= Kanshi (poetry) =

Chinese poetry

Kanshi (漢詩) is a Japanese term for Chinese poetry in general as well as the Japanese poetry written in Chinese by Japanese poets. It literally means "Han poetry". Kanshi was the most popular form of poetry during the early Heian period in Japan among Japanese aristocrats and proliferated until the modern period.

==History==
The earliest collection of kanshi was the Kaifūsō, compiled in 751. The Kaifūsō was also one of the earliest works of Japanese literature, and according to Judith Rabinovitch and Timothy Bradstock, it was a collection of occasional verse spanning from 672 to 751. The compiler of the Kaifūsō may have been Omi no Mifune, Isonokami no Yakatsugu, or Prince Shirakabe and Fujiwara no Satsuo. Three imperial collections of kanshi were compiled during the 9th century: the Ryōunshū of 814, the Bunka Shūreishū of 818, and the Keikokushū of 827. Indeed, kanshi was accorded a higher place than the native waka form until the Kokin Wakashū collection was published in 905. Even before the early Heian period, the word shi (詩) meaning "poetry" was automatically understood to refer to kanshi, while the character 歌 (ka, uta) of waka 和歌 referred to Japanese poetry proper.

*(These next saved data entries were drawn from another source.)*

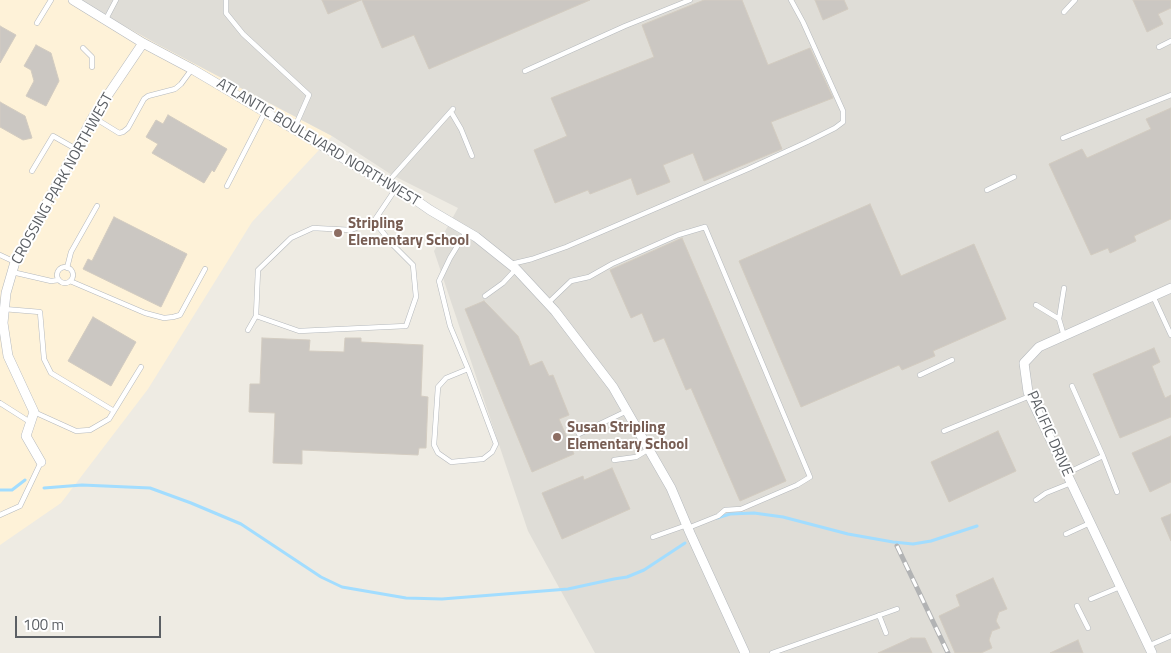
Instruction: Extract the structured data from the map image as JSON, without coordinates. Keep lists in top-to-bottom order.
{
  "streets": {
    "street": ["ATLANTIC BOULEVARD NORTHWEST", "CROSSING PARK NORTHWEST", "PACIFIC DRIVE"]
  },
  "crossings": [
    ["ATLANTIC BOULEVARD NORTHWEST", "CROSSING PARK NORTHWEST"]
  ],
  "places": ["Stripling Elementary School", "Susan Stripling Elementary School"],
  "scale_bar": "100 m"
}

The Shi Jing, great Chinese poets of the Six Dynasties and Tang dynasty, such as Bai Juyi and others influenced the Japanese kanshi poets of the time, and when the Japanese met foreign diplomats of the time, they communicated in Chinese writing. Some went to China for study or diplomatic relations, and learned under Chinese poets such as Li Bai and Du Fu. Important kanshi poets of the Heian period included Kūkai, who learned to speak Chinese fluently during his time studying in China, Sugawara no Michizane, who did not study in China, but had a good understanding of Chinese, and Shimada no Tadaomi, among many others. Emperor Saga was a notable kanshi poet, who even ordered the compilation of 3 anthologies of kanshi, the first three imperial anthologies. Also noteworthy are private collections of Chinese poetry. One such collection combined both kanshi and waka: cf. the Wakan rōeishū.

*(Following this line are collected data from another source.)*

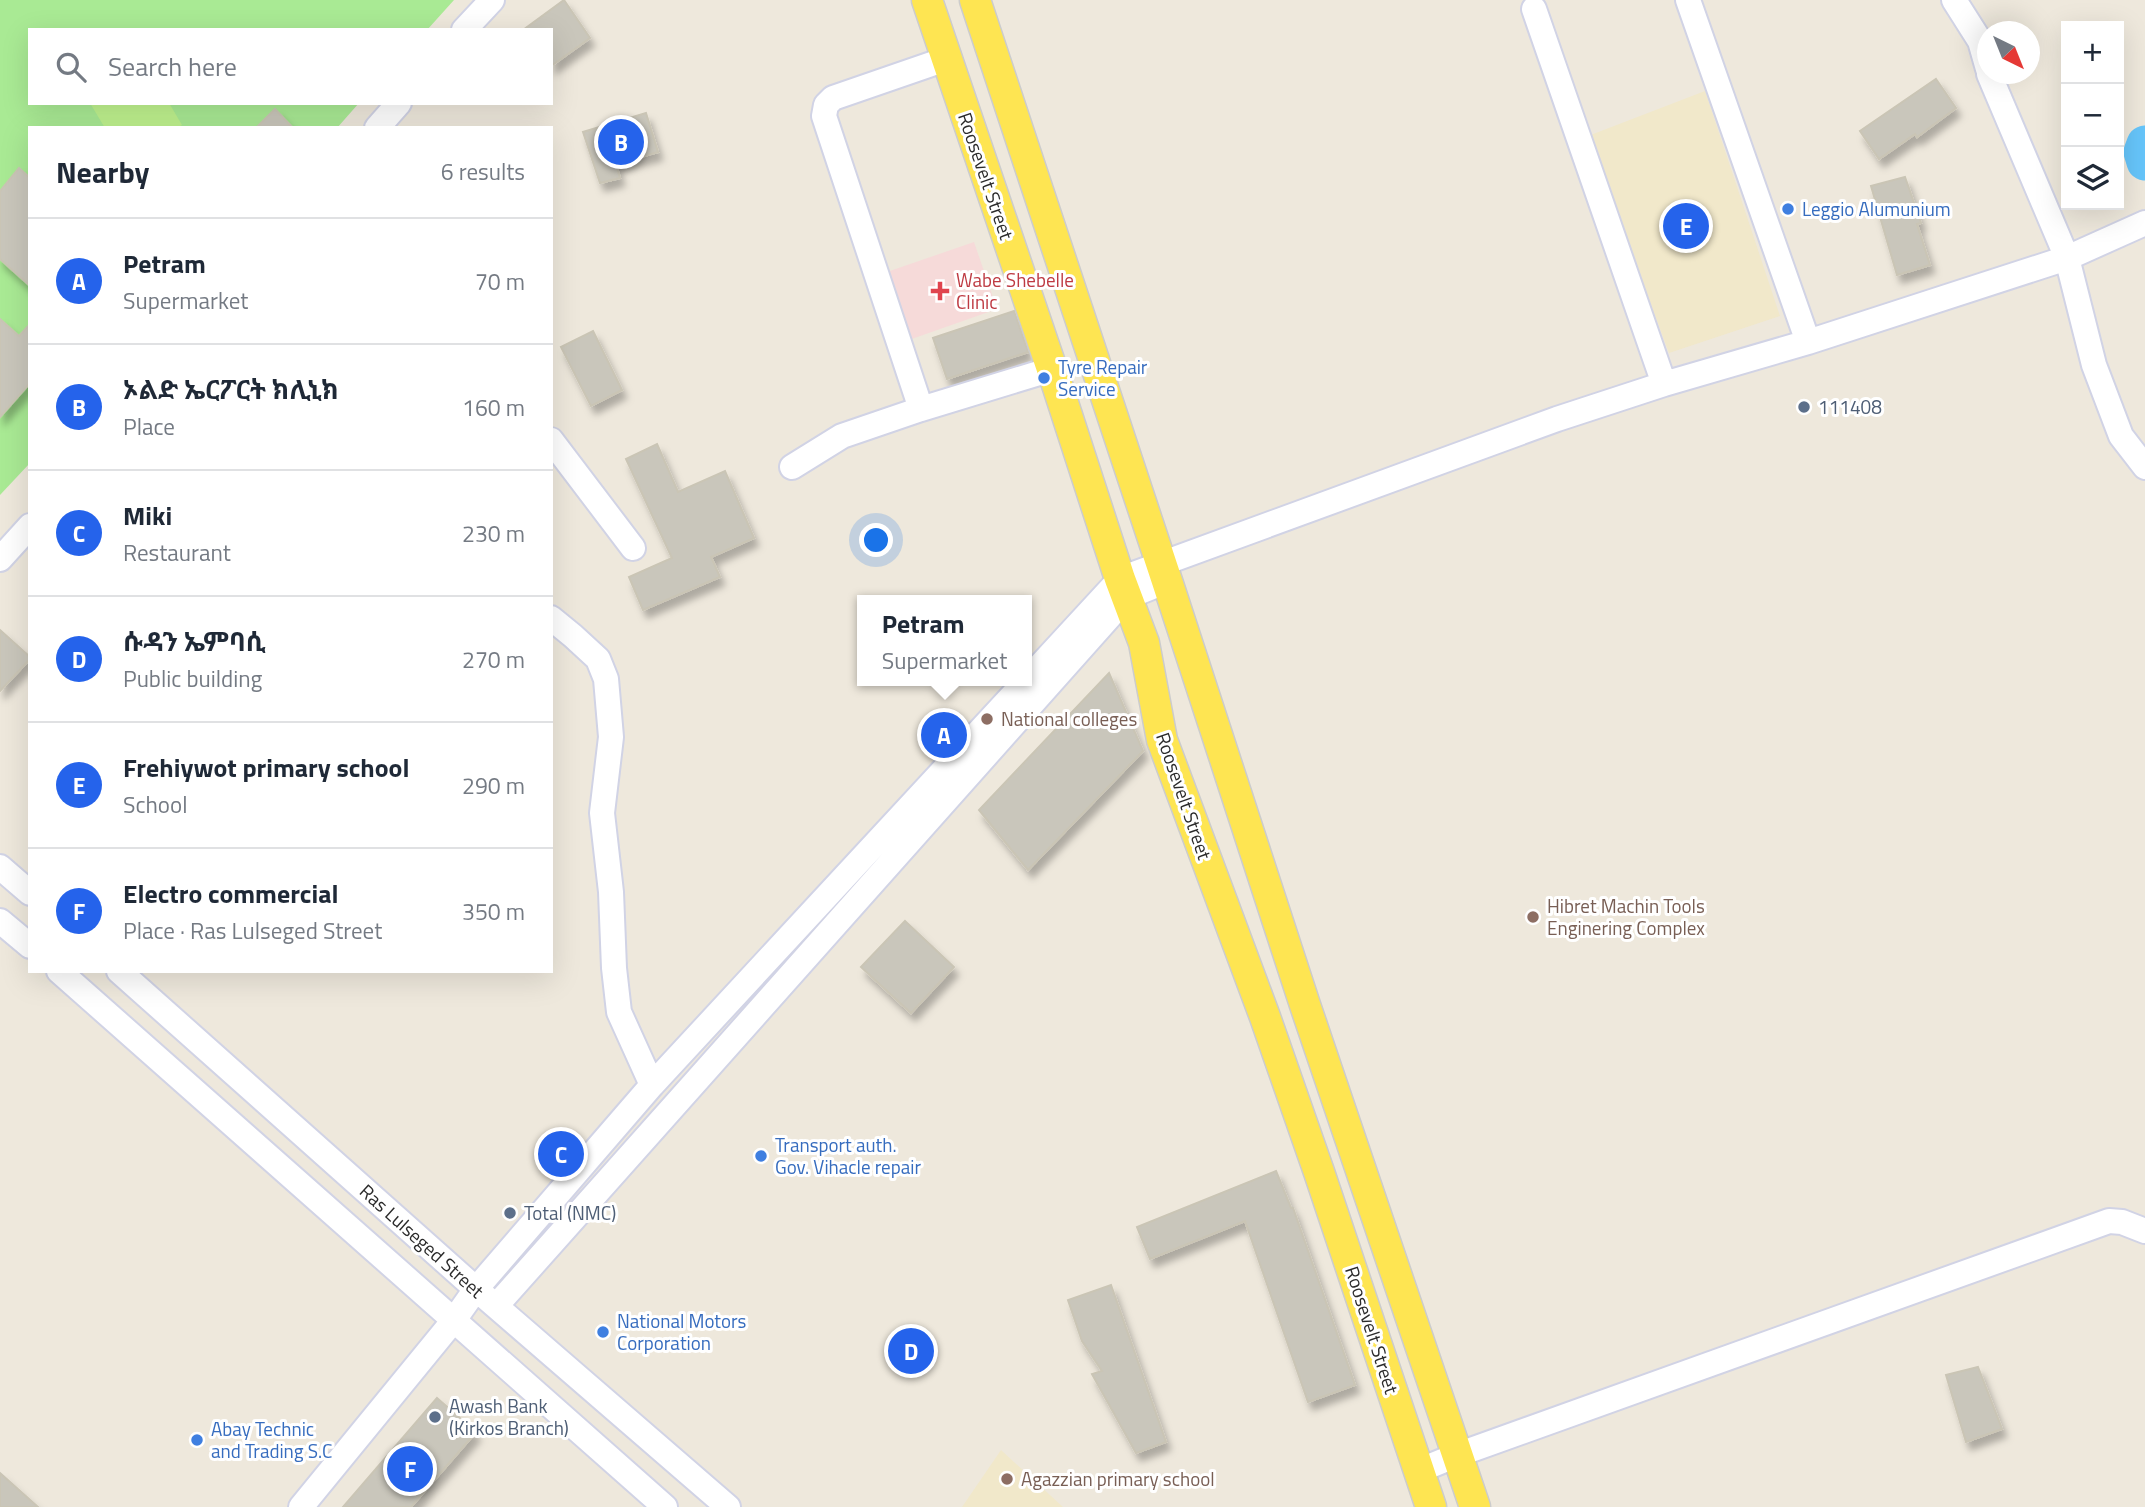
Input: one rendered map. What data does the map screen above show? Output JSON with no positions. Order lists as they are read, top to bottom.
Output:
{
  "streets": {
    "main road": ["Roosevelt Street"],
    "street": ["Ras Lulseged Street"]
  },
  "places": {
    "other": [
      "Leggio Alumunium",
      "Tyre Repair Service",
      "111408",
      "National colleges",
      "Hibret Machin Tools Enginering Complex",
      "Transport auth. Gov. Vihacle repair",
      "Total (NMC)",
      "National Motors Corporation",
      "Awash Bank (Kirkos Branch)",
      "Abay Technic and Trading S.C",
      "Agazzian primary school"
    ],
    "health": ["Wabe Shebelle Clinic"]
  },
  "north": "bottom right",
  "page": {
    "map_buttons": ["+", "−"],
    "search": "Search here",
    "pins": [
      "B",
      "E",
      "A",
      "C",
      "D",
      "F"
    ],
    "heading": ["Nearby", "6 results"],
    "list": [
      {
        "mark": "A",
        "name": "Petram",
        "note": "Supermarket",
        "value": "70 m"
      },
      {
        "mark": "B",
        "name": "ኦልድ ኤርፖርት ክሊኒክ",
        "note": "Place",
        "value": "160 m"
      },
      {
        "mark": "C",
        "name": "Miki",
        "note": "Restaurant",
        "value": "230 m"
      },
      {
        "mark": "D",
        "name": "ሱዳን ኤምባሲ",
        "note": "Public building",
        "value": "270 m"
      },
      {
        "mark": "E",
        "name": "Frehiywot primary school",
        "note": "School",
        "value": "290 m"
      },
      {
        "mark": "F",
        "name": "Electro commercial",
        "note": "Place · Ras Lulseged Street",
        "value": "350 m"
      }
    ],
    "popup": ["Petram", "Supermarket"]
  }
}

Kanshi composition is not limited to Medieval Japan. During the Edo period and the early Meiji period many bunjin (文人) or 'men of letters' schooled in the philosophy of Neo-Confucianism composed kanshi. Despite the fascination of the Japanese with the European literature in the early 20th century, many of the "new literary giants" of the time, (e.g. Natsume Sōseki) composed kanshi. Gen. Maresuke Nogi was a noted poet of kanshi poems. During World War II, Japanese militarist propaganda encouraged study and composition of kanshi because it was considered to boost the "martial spirit". After 1945, study of kanshi steadily declined as the school system was changed by the American Occupation policies. Nowadays, kanshi is usually studied in the upper-level kanbun classes in high schools, albeit only in passing. Shigin hobbyists maintain the chanting tradition, but they are few and far between.

==Forms==
Kanshi had multiple forms, but most notable were in 5 or 7 syllables in 4 or 8 lines. The Japanese poets of kanshi were skilled in the strict rhyming rules of lüshi (律詩) and jueju (絕句), the two forms of the regulated verse that had gained most popularity during the Tang dynasty in China.